A recent article published in BMC Ecology casts an interesting light on tiger salamander evolution:
Researchers analysed a late-Holocene fossil record to track morphological traits in the Tiger Salamander through the last 3,000 years. The team, led by Elizabeth Hadly from Stanford University, United States, analysed trends in the fossil record within the context of known climate change, to distinguish patterns of response correlating to specific climatic periods during this time.
The fossils were all collected from Lamar Cave in Yellowstone National Park in Wyoming, United States.
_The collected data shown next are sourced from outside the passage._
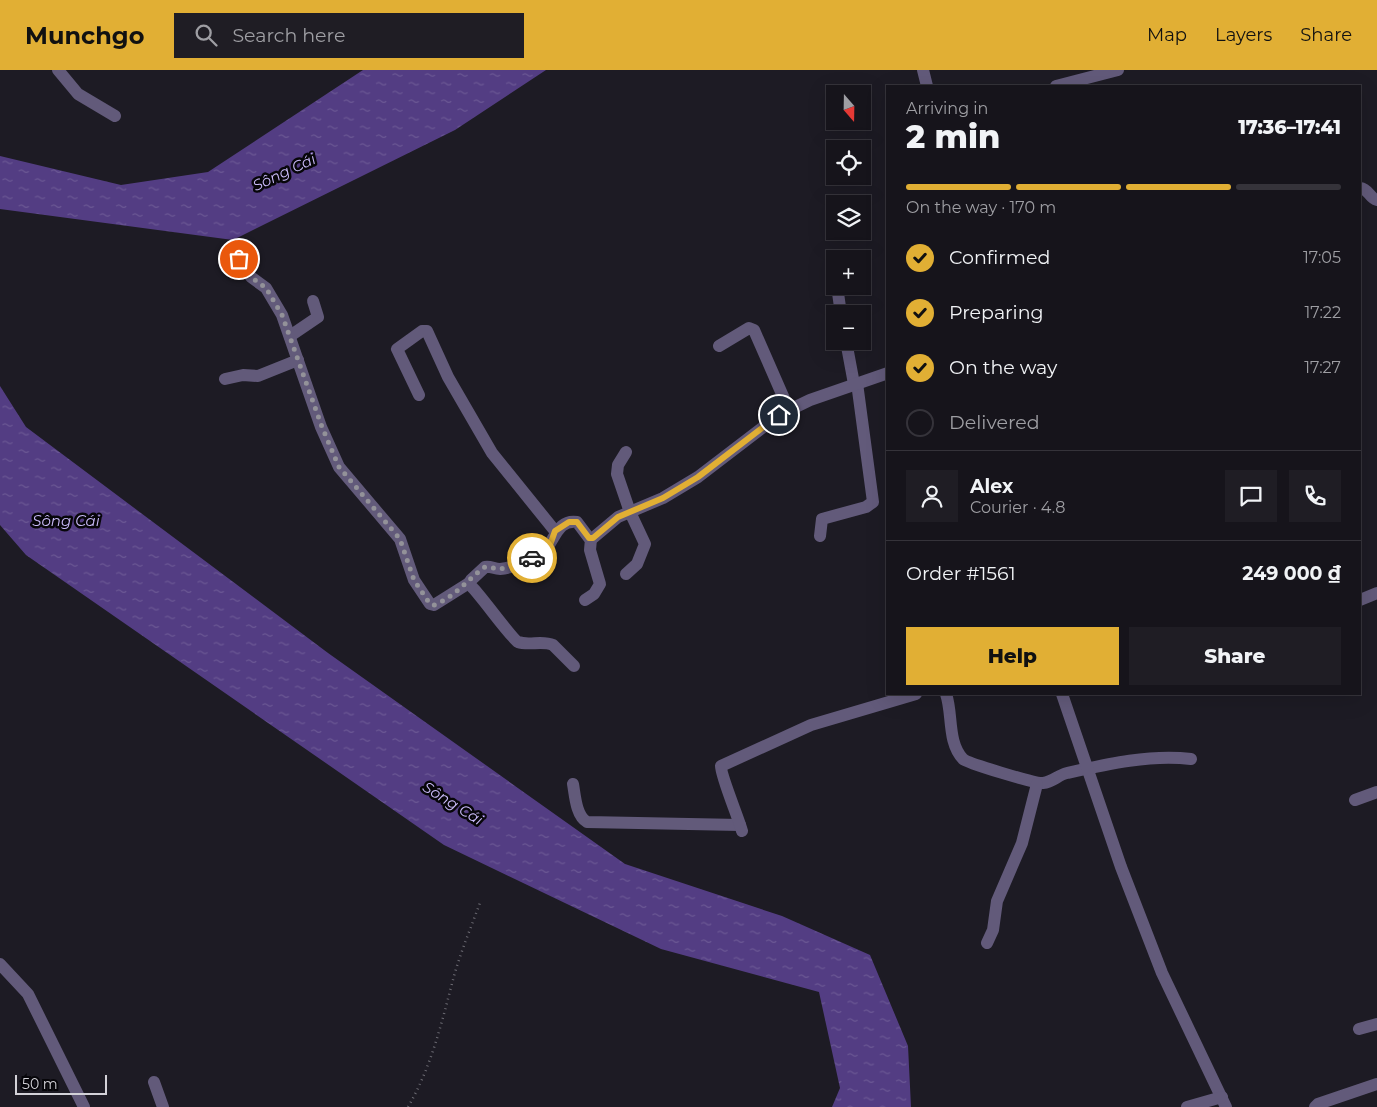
<!DOCTYPE html>
<meta charset="utf-8">
<style>
body{margin:0;font-family:Montserrat,sans-serif;background:#1f1d24;color:#f1f3f6;height:100vh;display:flex;flex-direction:column;font-size:19px;white-space:nowrap}
*{box-sizing:border-box;margin:0}
p{font-size:16px;color:#9e9ea3}
.icon{flex:none;width:28px;height:28px;fill:none;stroke:currentColor;stroke-width:2;stroke-linecap:round;stroke-linejoin:round}
.map{position:relative;flex:1;overflow:hidden}
.panel{position:absolute;left:886px;top:15px;width:475px;height:610px;display:flex;flex-direction:column;background:#16141b;border-radius:0px;box-shadow:0 5px 20px #0002,0 0 0 1px #35333a}
.panel>*{flex:none}
.needle{width:32px;rotate:160deg}
.controls{position:absolute;left:826px;top:15px;display:grid;gap:10px}
.controls a{display:grid;place-items:center;width:45px;height:45px;border-radius:0px;background:#16141b;box-shadow:0 5px 20px #0002,0 0 0 1px #35333a;font-size:25px}
.scale{position:absolute;left:15px;bottom:12px;width:92px;box-sizing:border-box;padding-left:5px;border:2px solid #d3d2d8;border-top:0;font-size:14px;line-height:18px;white-space:nowrap;color:#d3d2d8;-webkit-text-stroke:4px #07060a;paint-order:stroke}
.pin{position:absolute;display:grid;place-items:center;width:42px;height:42px;color:#fff;margin:-21px;border:2px solid #fff;border-radius:50%;box-shadow:0 1px 5px #0007}
.courier{position:absolute;display:grid;place-items:center;width:50px;height:50px;margin:-25px;border:4px solid #e1af34;border-radius:50%;background:#fff;color:#222;box-shadow:0 1px 6px #0007}
.head em{font-style:normal;font-weight:800}
.head div{display:flex;flex-direction:column-reverse}
.head{display:flex;align-items:center;justify-content:space-between;height:85px;padding:0 20px}
h1{font-size:32px;font-weight:800;line-height:38px}
.bar{display:grid;grid-template-columns:repeat(4,1fr);gap:8px 5px;align-content:center;height:60px;padding:0 20px}
.bar i{height:6px;border-radius:4px;background:#35333a}
.bar .selected{background:#e1af34}
.bar p{grid-column:span 4}
.line{display:flex;align-items:center;gap:12px;padding:0 20px;border-top:1px solid #35333a}
.line div{flex:1}
.round{display:grid;place-items:center;flex:none;width:52px;height:52px;border-radius:0px;background:#1f1d24}
ol{padding:0 20px;list-style:none}
li{display:flex;align-items:center;gap:15px;height:55px}
li p{margin-inline-start:auto}
li .icon{padding:5px;border-radius:50%;background:#e1af34;color:#111;stroke-width:4}
li:last-child{color:#9e9ea3}
li i{width:28px;height:28px;border:2px solid #35333a;border-radius:50%}
.button{display:flex;gap:10px;margin-top:auto;padding:10px 20px}
.button a{flex:1;height:58px;border-radius:0px;background:#e1af34;color:#111;font-size:20px;font-weight:800;line-height:58px;text-align:center}
.button a+a{background:#1f1d24;color:#f1f3f6}
header{display:flex;align-items:center;gap:30px;box-sizing:border-box;height:70px;padding:0 25px;background:#e1af34;color:#111}
header strong{font-size:24px}
nav{display:flex;gap:28px;margin-inline-start:auto;font-size:18px}
.search{width:350px;height:45px;background:#1f1d24;display:flex;align-items:center;gap:12px;box-sizing:border-box;padding:0 18px;border-radius:0px;color:#9e9ea3;font-size:19px}
.map>svg:first-child{display:block}
.water{fill:url(#water-ripples)}
.lines{fill:none;stroke-linecap:round;stroke-linejoin:round}
.path{stroke:#6b6a72;stroke-width:2.5;stroke-dasharray:1 4;stroke-linecap:butt}
.minor{stroke:#625a7a;stroke-width:12}
.done{stroke:#939299;stroke-width:5;stroke-dasharray:0 9}
.route{stroke:#e1af34;stroke-width:6}
.labels{text-anchor:middle;dominant-baseline:central;stroke-width:5;stroke-linejoin:round;paint-order:stroke}
.water-label{font-size:15px;font-style:italic;fill:#c9baf8;stroke:#07060a}
</style>
<header>
<strong>Munchgo</strong>
<div class="search"><svg class="icon" aria-label="search" viewBox="0 0 24 24"><circle cx="10" cy="10" r="6"/><path d="M15 15l6 6"/></svg>Search here</div>
<nav><a>Map</a><a>Layers</a><a>Share</a></nav>
</header>
<div class="map">
<svg width="1377" height="1037" viewBox="0 0 1377 1037">
<defs>
<pattern id="water-ripples" width="26" height="14" patternUnits="userSpaceOnUse" patternTransform="scale(1.25)"><rect width="26" height="14" fill="#533d83"/><path d="M2 4q2-2 4 0t4 0M15 11q2-2 4 0t4 0" fill="none" stroke="#6b5894"/></pattern>
</defs>
<rect width="100%" height="100%" fill="#1d1b24"/>
<g class="water">
<path d="M363 0H546L455 60 233 170 0 139V86L121 115 208 102Z"/>
<path d="M0 316 26 357 328 583 625 794 782 846 870 885 908 976 911 1037H832L840 1018 819 922 661 879 444 775 26 485 0 455Z"/>
</g>
<g class="lines">
<path class="path" d="M408 1037C432 996 442 951 454 906 461 881 472 855 481 830"/>
<g class="minor">
<path d="M58 0 78 24 115 46"/>
<path d="M923 0 927 16"/>
<path d="M1056 16 1118 0"/>
<path d="M1360 118C1369 119 1369 128 1377 130"/>
<path d="M239 189 251 207 266 218 282 245 321 357 339 397 400 469 414 510 430 534 434 535 469 513"/>
<path d="M837 216 841 244"/>
<path d="M290 266 318 247 313 231"/>
<path d="M846 271 854 314"/>
<path d="M719 276 749 258 754 260 789 340"/>
<path d="M225 309 243 305 258 306 298 290"/>
<path d="M419 325 397 279 422 261H427L448 307 492 383 555 461"/>
<path d="M820 466 822 449 866 437 873 432 857 313"/>
<path d="M626 504 637 494 645 474 630 442 617 404 618 395 626 382"/>
<path d="M585 530 594 524 600 514 590 480 591 469"/>
<path d="M1360 530 1377 523"/>
<path d="M574 596 553 575C542 570 529 576 518 572 512 569 482 527 472 517L469 513 471 510 485 497C491 496 494 499 500 499 513 498 534 489 544 481 555 471 557 449 577 452L589 468H593L618 447 663 428 698 407 779 345 810 330 888 303"/>
<path d="M946 624C953 644 947 672 963 689 967 693 1036 714 1043 713 1053 712 1058 705 1067 703 1107 694 1151 684 1191 689"/>
<path d="M1062 624 1121 797 1162 903 1226 1037"/>
<path d="M573 714C575 725 576 746 587 752L740 755"/>
<path d="M1355 730 1377 722"/>
<path d="M742 761C739 749 720 704 721 696L811 655 916 624"/>
<path d="M987 873 993 860 997 831 1022 773 1037 714"/>
<path d="M0 894 28 924 84 1037"/>
<path d="M1359 959 1377 954"/>
<path d="M154 1012 163 1037"/>
<path d="M1187 1037 1222 1027"/>
<path d="M1315 1037 1318 1034 1377 1014"/>
</g>
</g>
<g class="lines">
<path class="done" d="M239 189 251 207 266 218 282 245 322 357 339 397 400 469 414 510 430 534 434 535C455 527 468 509 485 497L501 499 532 488"/>
<path class="route" d="M532 488 550 475 555 461 569 452H577L589 468H593L618 447 663 428 698 407 779 345"/>
</g>
<g class="labels">
<g class="water-label">
<text transform="translate(284 102) rotate(-25)">Sông Cái</text>
<text x="66" y="450">Sông Cái</text>
<text transform="translate(453 733) rotate(32)">Sông Cái</text>
</g>
</g>
</svg>
<div class="controls">
<a><svg class="needle" viewBox="-14 -14 28 28"><path d="M0-13l5 13h-10z" fill="#e53935"/><path d="M0 13l5-13h-10z" fill="#9e9ea3"/></svg></a>
<a><svg class="icon" aria-label="locate" viewBox="0 0 24 24"><circle cx="12" cy="12" r="6"/><path d="M12 2v4M12 18v4M2 12h4M18 12h4"/></svg></a>
<a><svg class="icon" aria-label="layers" viewBox="0 0 24 24"><path d="M12 4l9 5-9 5-9-5zM3 14l9 5 9-5"/></svg></a>
<a>+</a>
<a>−</a>
</div>
<div class="scale">50 m</div>
<div class="pin" style="left:239px;top:189px;background:#ea580c"><svg class="icon" aria-label="bag" viewBox="0 0 24 24"><path d="M5 8h14l-1 12H6zM9 8a3 3 0 0 1 6 0"/></svg></div>
<div class="pin" style="left:779px;top:345px;background:#1f2937"><svg class="icon" aria-label="home" viewBox="0 0 24 24"><path d="M3 11l9-7 9 7M6 9v11h12V9"/></svg></div>
<div class="courier" style="left:532px;top:488px"><svg class="icon" aria-label="car" viewBox="0 0 24 24"><path d="M5 17H2v-5l4-1 3-4h7l3 4 3 1v5h-3M9 17h6M6 11h13"/><circle cx="7" cy="17" r="2"/><circle cx="17" cy="17" r="2"/></svg></div>
<section class="panel">
<div class="head"><div><h1>2 min</h1><p>Arriving in</p></div><em>17:36–17:41</em></div>
<div class="bar"><i class="selected"></i><i class="selected"></i><i class="selected"></i><i></i><p>On the way · 170 m</p></div>
<ol>
<li><svg class="icon" aria-label="check" viewBox="0 0 24 24"><path d="M5 12l5 5 9-10"/></svg>Confirmed<p>17:05</p></li>
<li><svg class="icon" aria-label="check" viewBox="0 0 24 24"><path d="M5 12l5 5 9-10"/></svg>Preparing<p>17:22</p></li>
<li><svg class="icon" aria-label="check" viewBox="0 0 24 24"><path d="M5 12l5 5 9-10"/></svg>On the way<p>17:27</p></li>
<li><i></i>Delivered</li>
</ol>
<div class="line" style="height:90px"><a class="round"><svg class="icon" aria-label="person" viewBox="0 0 24 24"><circle cx="12" cy="8" r="4"/><path d="M4 21q1-7 8-7t8 7"/></svg></a><div><b>Alex</b><p>Courier · 4.8</p></div><a class="round"><svg class="icon" aria-label="chat" viewBox="0 0 24 24"><path d="M4 5h16v11H9l-5 4z"/></svg></a><a class="round"><svg class="icon" aria-label="phone" viewBox="0 0 24 24"><path d="M5 4h4l2 5-3 2q2 4 5 5l2-3 5 2v4C11 20 4 13 5 4z"/></svg></a></div>
<div class="line" style="height:65px"><div>Order #1561</div><b>249 000 ₫</b></div>
<div class="button"><a>Help</a><a>Share</a></div>
</section>
</div>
The cave deposits were dated and divided into five time periods according to their estimated age. The researchers then grouped the fossils into four morphologically distinct groups: young larval, paedomorphic, young terrestrial or old terrestrial, and measured the body size index (BSI) of fossils in each group and time period.
The team found that paedomorphic individuals – sexually mature, yet still aquatic and retaining larval characteristics – were much smaller than terrestrial adult individuals, during the Medieval Warm Period (MWP). The authors claim that this is eveidence for a response to warm and dry climate conditions, which allowed a terrestrial ectotherm to flourish. They conclude that the fossil record of the Tiger Salamander reflects known climatic conditions during the MWP, a time period characterised by a warm and dry climate that occurred approximately 1150 to 650 years ago.